Il caso. Oltre ai videogiochi. Perché non fare del tressette uno sport olimpico?

Sia chiaro fin dall’inizio, questo è un gioco, nemmeno una provocazione. Un’invocazione alla leggerezza e alla clemenza.

Basta tergiversare: vogliono fare dei videogiochi discipline olimpiche. Sembra che il dibattito sia già incardinato e che la proposta abbia trovato molti sostenitori. Intanto il Cio ha riconosciuto gli eSports come, appunto, sport. Dicono che si tratti di discipline davvero competitive, agonistiche vere e proprie.

Sia chiaro dal principio: chi scrive non ha nulla contro i giochi elettronici. Anzi, mi sono nutrito a Pc Calcio, a Mortal Kombat; ho speso milioni spicciolati in monete da duecento lire a Pang, ai giochi di pallone e wrestling virtuale, a Double Dragon. Ero abituato alla competizione paesanissima delle gare tra ragazzi al bar. Il brillio tremulo delle tre lettere pulsanti a fine partita che consentivano di firmarsi il record. E c’era chi s’ingegnava a firme e sigle e chi, prosaico e beffardo, compitava lettere nemmeno troppo a caso: c-a-z.

Però non ho mai avuto nemmeno la tentazione di considerare, quale atleta, un pur ottimo giocatore di Street Fighter. Forse perché il più bravo di tutti era un ragazzino ciccione e un po’ bullo il cui unico sforzo atletico era quello di compulsare tasti e di spazzare via dalla fila per il turno di gioco, a panzate, noialtri fisicamente più piccoli. Sarà un limite e un trauma mio, sicuro.

Crescendo, anche al bar diventava naturale relinquere nuces. Come dalla coca-cola si passava alle birre sgargarozzate di nascosto, così – già alla primissima puberalità – si abbandonavano le pulsantiere e si imbracciavano le carte. Un universo che iniziava a schiudersi, di solito, con la facillima scopa e finiva – per tutti o quasi – al laborioso e complesso tressette.

Arte vera, diffusa e praticata in ogni angolo dello Stivale. In cui il ciccione di cui sopra, mentalmente poco dotato, si svelò scarsissimo. Intanto leggende, addirittura, sorgevano attorno ai più bravi cartolatori. Si raccontava di  combinazioni impossibili, di guizzi di imbattibile strategia (ché al tressette la sola fortuna non basta), epifanie di genialità premiata a Vermouth o infortuni di cretinaggine pagati (almeno) un Cynar.

Attorno ai duellanti, c’era sempre una piccola folla di spettatori e di osservatori. Talora addirittura commentatori che si scambiavano consigli, opinioni, giurisprudenze di gioco e mosse del cavallo applicate al Re di Coppe. Se non è agonismo questo…
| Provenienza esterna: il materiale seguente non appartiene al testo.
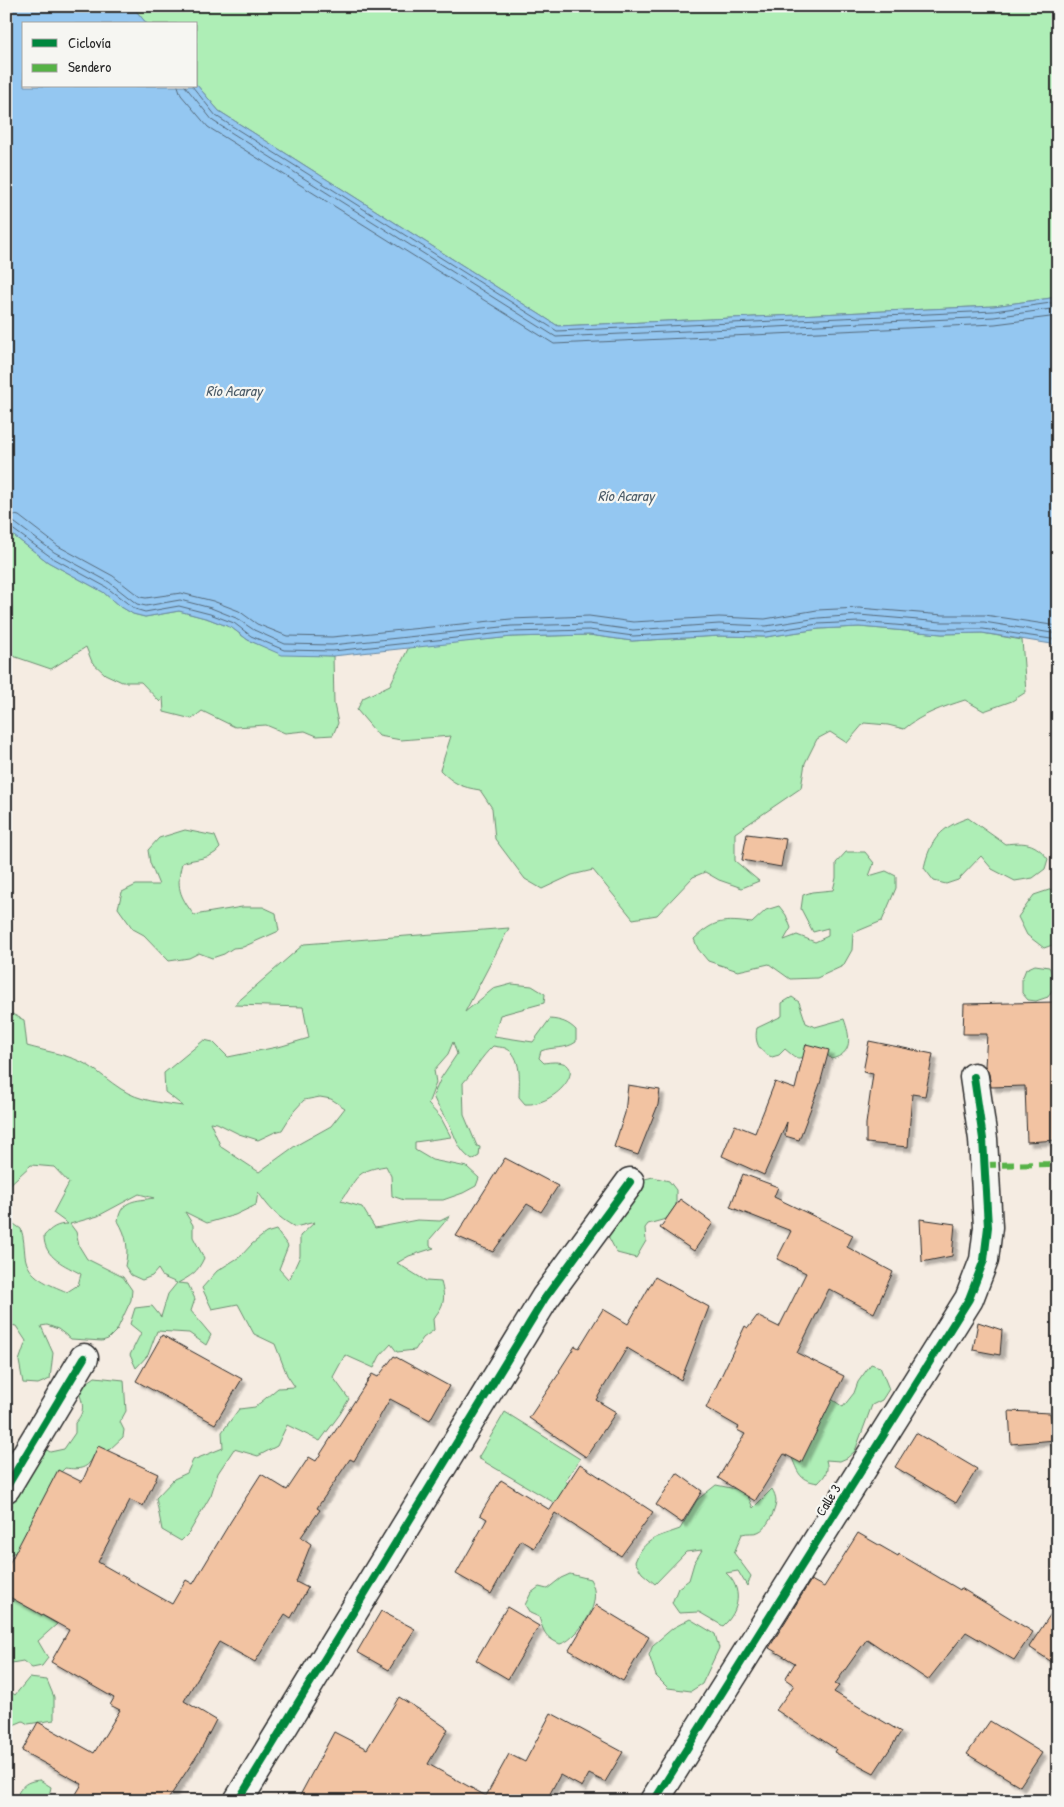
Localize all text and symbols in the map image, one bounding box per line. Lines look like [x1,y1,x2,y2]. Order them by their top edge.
legend [22,22,198,88]
text: Ciclovía [68,32,111,53]
text: Sendero [68,56,111,77]
water label: Río Acaray [206,380,264,401]
water label: Río Acaray [598,485,656,506]
street label: Calle 3 [810,1480,845,1519]

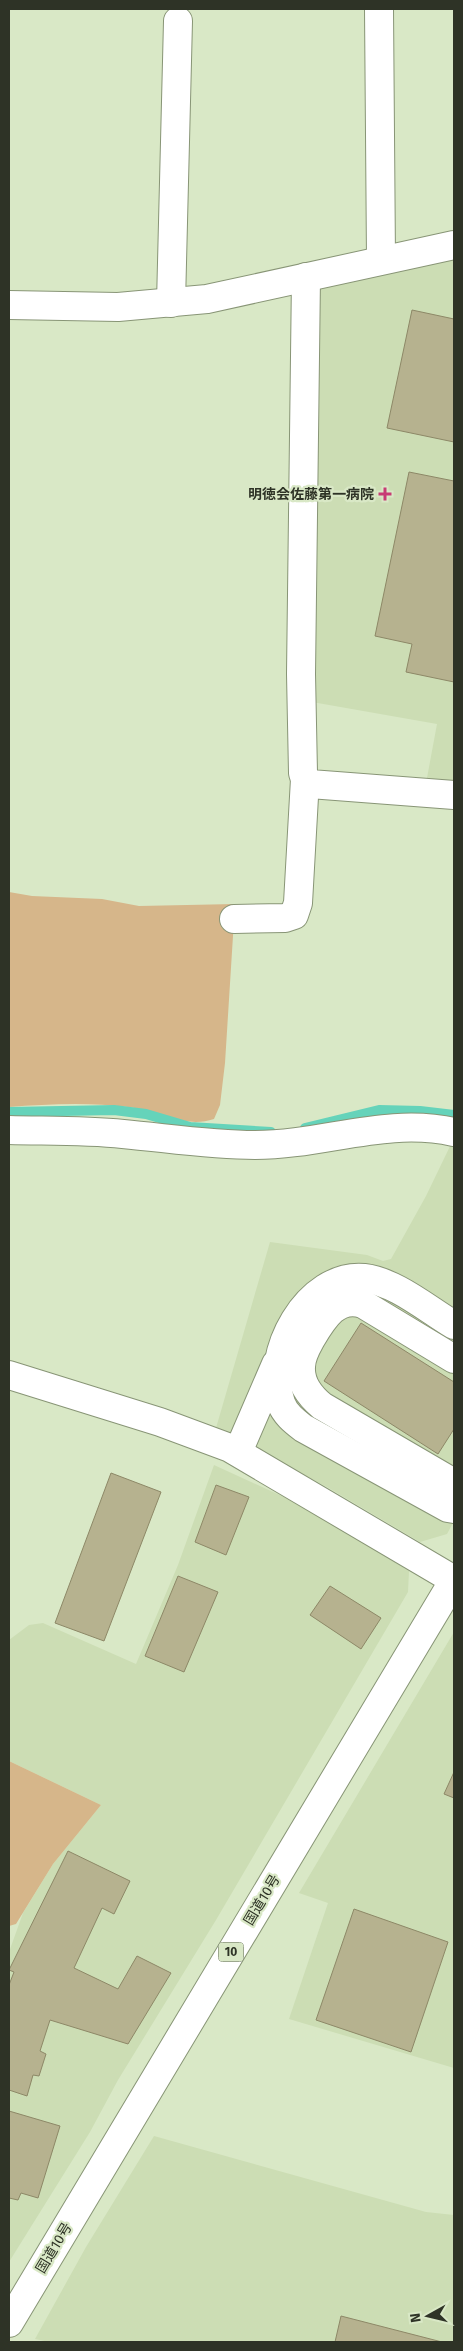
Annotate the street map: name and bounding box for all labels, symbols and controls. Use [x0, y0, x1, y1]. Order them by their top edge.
place label: 明徳会佐藤第一病院 [248, 486, 374, 503]
marker: 明徳会佐藤第一病院 [378, 487, 392, 501]
street label: 国道10号 [240, 1872, 284, 1928]
road number: 10 [218, 1942, 244, 1961]
street label: 国道10号 [32, 2220, 76, 2276]
north arrow [403, 2291, 453, 2341]
text: N [407, 2312, 425, 2324]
I tornei di tressette, ogni estate, erano (e qualche oasi ancora resiste) un appuntamento imperdibile alle mescite, alle cantine, ai bar. Come i lunghi pomeriggi d’estate passati a nascondersi, a contarsi, a farsi tana. E qualcuno, con la scusa del rimpiattino, ad amoreggiare di nascosto tra le fresche frasche, in qualche dirupo, sotto i garage. Non era una competizione, quella del nascondino. Ma schermaglia di iniziazione all’amore. Questa è, però, un’altra storia.

Nella quiete agostana, il breve sollievo dall’afa induce a ritenere che se è giusto considerare l’agonismo quale requisito acché un gioco possa trasformarsi in sport, dunque, il tressette potrebbe entrare facilmente nel gotha olimpico magari già il prossimo anno a Tokyo. Certo, forse mancherà la diffusione nei cinque continenti e probabilmente in Australia non si sa cosa sia un “piombo”, in Cina giocarsela “col morto” potrebbe apparire più macabro che divertente e negli Stati Uniti “Napoli” è parola che significa pizza e nulla ha a che spartire con le carte. Che a quelle latitudini, del resto, sono sempre e comunque francesi.

Sicuro, al tressette mancano sponsor economicamente forti che organizzino eventi su scala mondiale, che costruiscano personaggi coperti di cappuccio e mascherati con gli occhialoni da sole. Non c’è l’all-in al tressette.